When it comes to legalized recreational cannabis, the Americas are the place to be, from Canada down to Uruguay. And there might be a new addition. With a new constitution being written, it’s quite possible that we’ll soon see legalized recreational cannabis in Chile.

If a new constitution means recreational cannabis will be legalized in Chile, the total will be up to five countries! More legalized locations means more markets, more innovation, and better products for you. The new cannabis boom has opened the door to tons of other cannabis compounds like CBN, THCA, and delta-8 THC, a half-brother to delta-9 with similar benefits, but which causes less anxiety and couch locking. Check out our diverse array of deals for delta-8 THC, delta 10thcothcpthcv & even hhc and take advantage of these changing times.

Chile and cannabis

Right now cannabis is illegal for production and public use in Chile, but is a widely consumed drug for both medical and recreational purposes. Chile has the highest per capita cannabis usage in all of South America according to 2019 statistics on Latin American cannabis consumption.

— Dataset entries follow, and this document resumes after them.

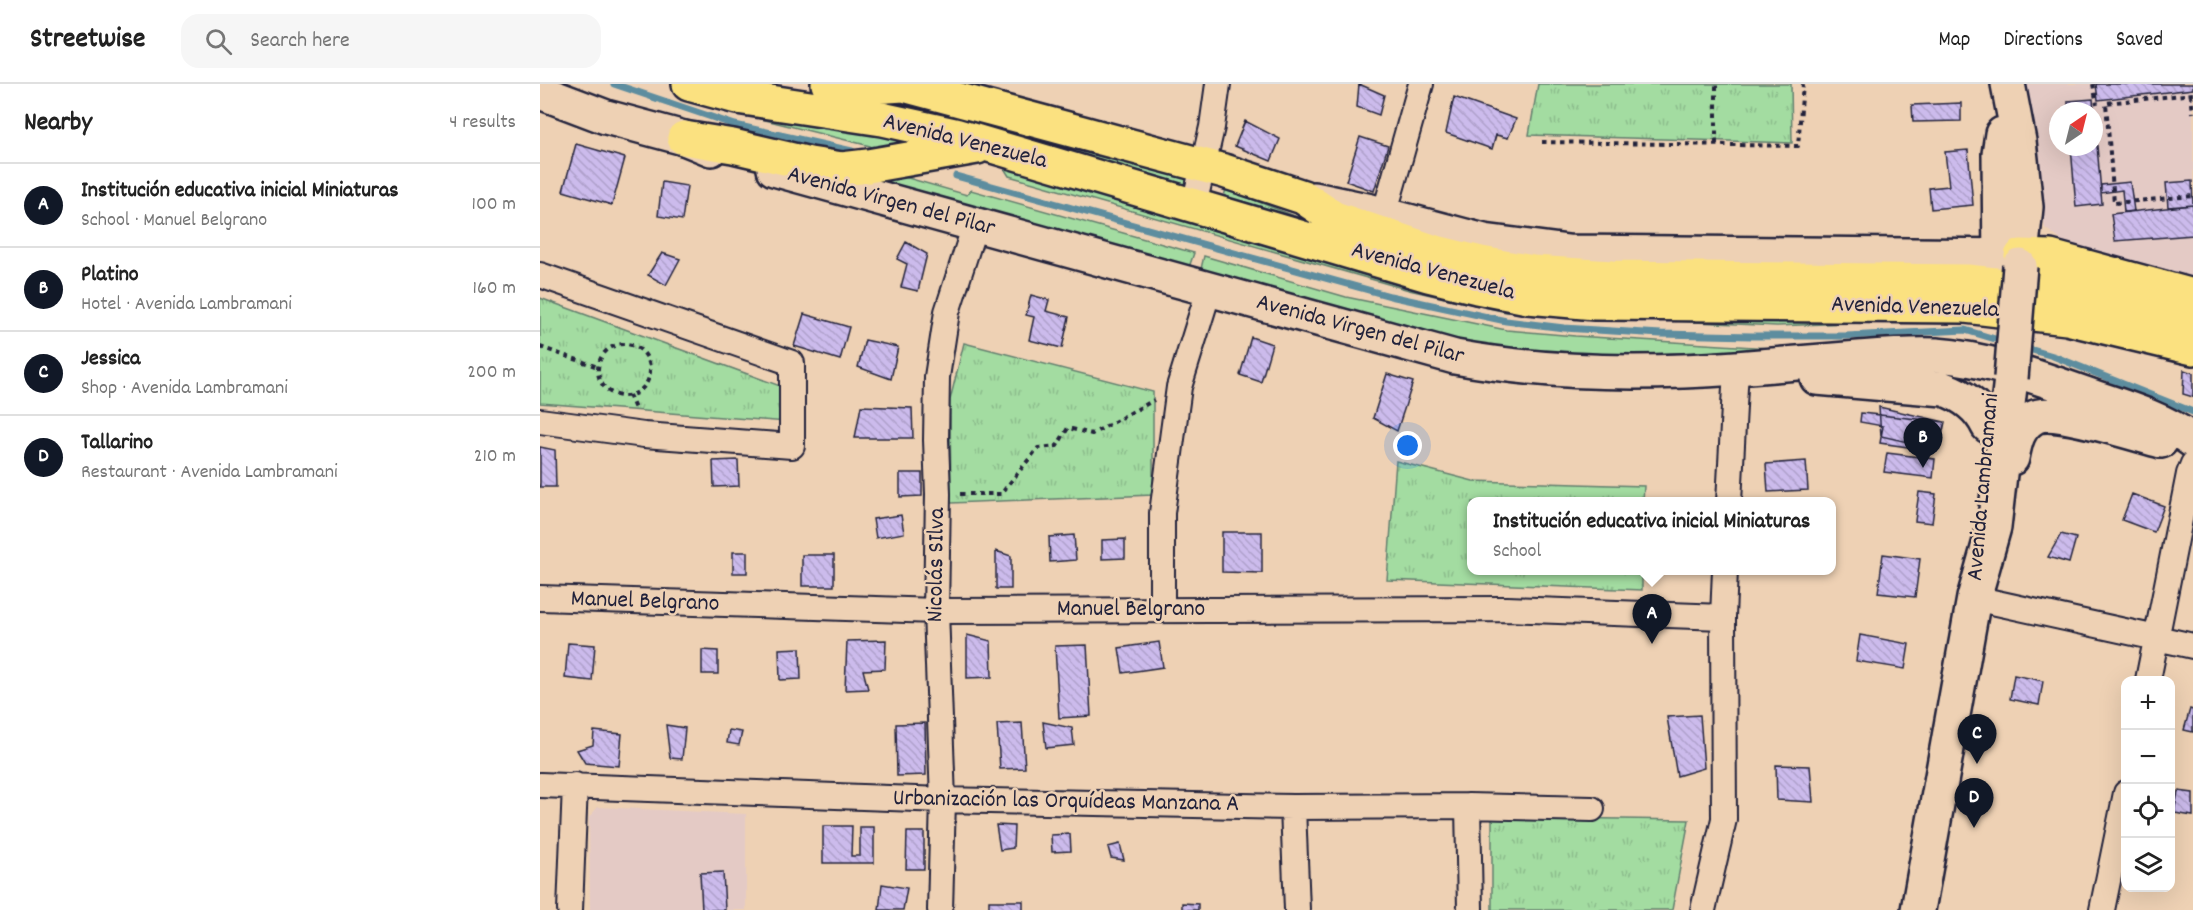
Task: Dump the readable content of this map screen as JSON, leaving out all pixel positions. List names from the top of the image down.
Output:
{
  "streets": {
    "main road": ["Avenida Venezuela", "Avenida Virgen del Pilar", "Avenida Lambramani"],
    "street": ["Nicolás SIlva", "Manuel Belgrano", "Urbanización las Orquídeas Manzana A"]
  },
  "crossings": [
    ["Avenida Virgen del Pilar", "Nicolás SIlva"],
    ["Nicolás SIlva", "Manuel Belgrano"],
    ["Nicolás SIlva", "Urbanización las Orquídeas Manzana A"]
  ],
  "north": "top right",
  "page": {
    "header": "Streetwise",
    "search": "Search here",
    "nav": ["Map", "Directions", "Saved"],
    "heading": ["Nearby", "4 results"],
    "list": [
      {
        "mark": "A",
        "name": "Institución educativa inicial Miniaturas",
        "note": "School · Manuel Belgrano",
        "value": "100 m"
      },
      {
        "mark": "B",
        "name": "Platino",
        "note": "Hotel · Avenida Lambramani",
        "value": "160 m"
      },
      {
        "mark": "C",
        "name": "Jessica",
        "note": "Shop · Avenida Lambramani",
        "value": "200 m"
      },
      {
        "mark": "D",
        "name": "Tallarino",
        "note": "Restaurant · Avenida Lambramani",
        "value": "210 m"
      }
    ],
    "pins": [
      "B",
      "A",
      "C",
      "D"
    ],
    "popup": ["Institución educativa inicial Miniaturas", "School"],
    "map_buttons": ["+", "−"]
  }
}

Drug regulation in Chile is governed by Ley de Drogas from 2005. In 2008, the laws were made more harsh because of illicit cannabis flowing into the country. Punishments for possession and use increased to that of drugs like cocaine and heroin. For a country that’s pretty cool with the plant, this caused a lot of tension, and this tension led to change starting around 2014. That year, the government loosened its grip, and began allowing the cultivation of cannabis for medical research purposes. It took until the end of 2015 for president Michelle Bachelet to officially sign into law a medical cannabis policy, which allows prescribed use.

The medical legislation opened the sale of medical cannabis from pharmacies, and reclassified cannabis as a soft drug. It went a step further than a standard medical legalization, stating adult Chileans are able to grow up to six plants for “medical, recreational or spiritual reasons”, which means the medical legalization, also worked as a decriminalization measure for personal use. It is legal to grow, sell, and import cannabis for medical purposes. One stipulation is that doctors who prescribe cannabis without a good reason can face from 5-15 years in prison, and fines up to USD 28,000. This is the same for establishments that provide medications.

constitution recreational cannabis Chile

Cannabis goes pretty far back in Chile, considering cannabis did not originate in the general region. Hemp farming may have started as early as 1545 AD in the Quillota Valley. At that time, the hemp fiber was used for the army and for ships mainly. In terms of today, according to a study by the University of London in conjunction with the Universidad Andrés Bello, 48.2% of Chileans support legalization, and 40% have tried cannabis at some point. Whereas the global average for starting cannabis is about 14-15 years of age, in Chile, it’s actually 12. Only approximately 6.2% of the population think that cannabis can be dangerous. Compared to other Latin American countries in the study, Chile had a higher per capita use rate, and a lower rate of negative attitude toward it.

What’s the deal with a new constitution?

It’s not every day that a country throws out its constitution in favor of making a new one, but that’s exactly what’s happening in Chile right now. Growing social inequalities led to major protests in 2019-2020, called ‘Estallido Social’. Protests and demonstrations were held all over the country, and particularly in metropolitan areas. Reasons for the demonstrations included: a raise in metro fares in Santiago, higher costs of living, general corruption, inequality, and privatization. Protests resulted in a lot of damage to the public infrastructure of the country, with this time period considered the worst civil unrest since the military dictatorship of Pinochet ended in 1990.

All of this resulted in an agreement between political parties to establish a new set of laws to govern the country. On May 15-16, 2021, the people of Chile got to vote for the people who would write their new constitution, an ability the population did not have in the past. It was decided that 17 seats would be reserved for indigenous parties, something that also never happened in Chile before.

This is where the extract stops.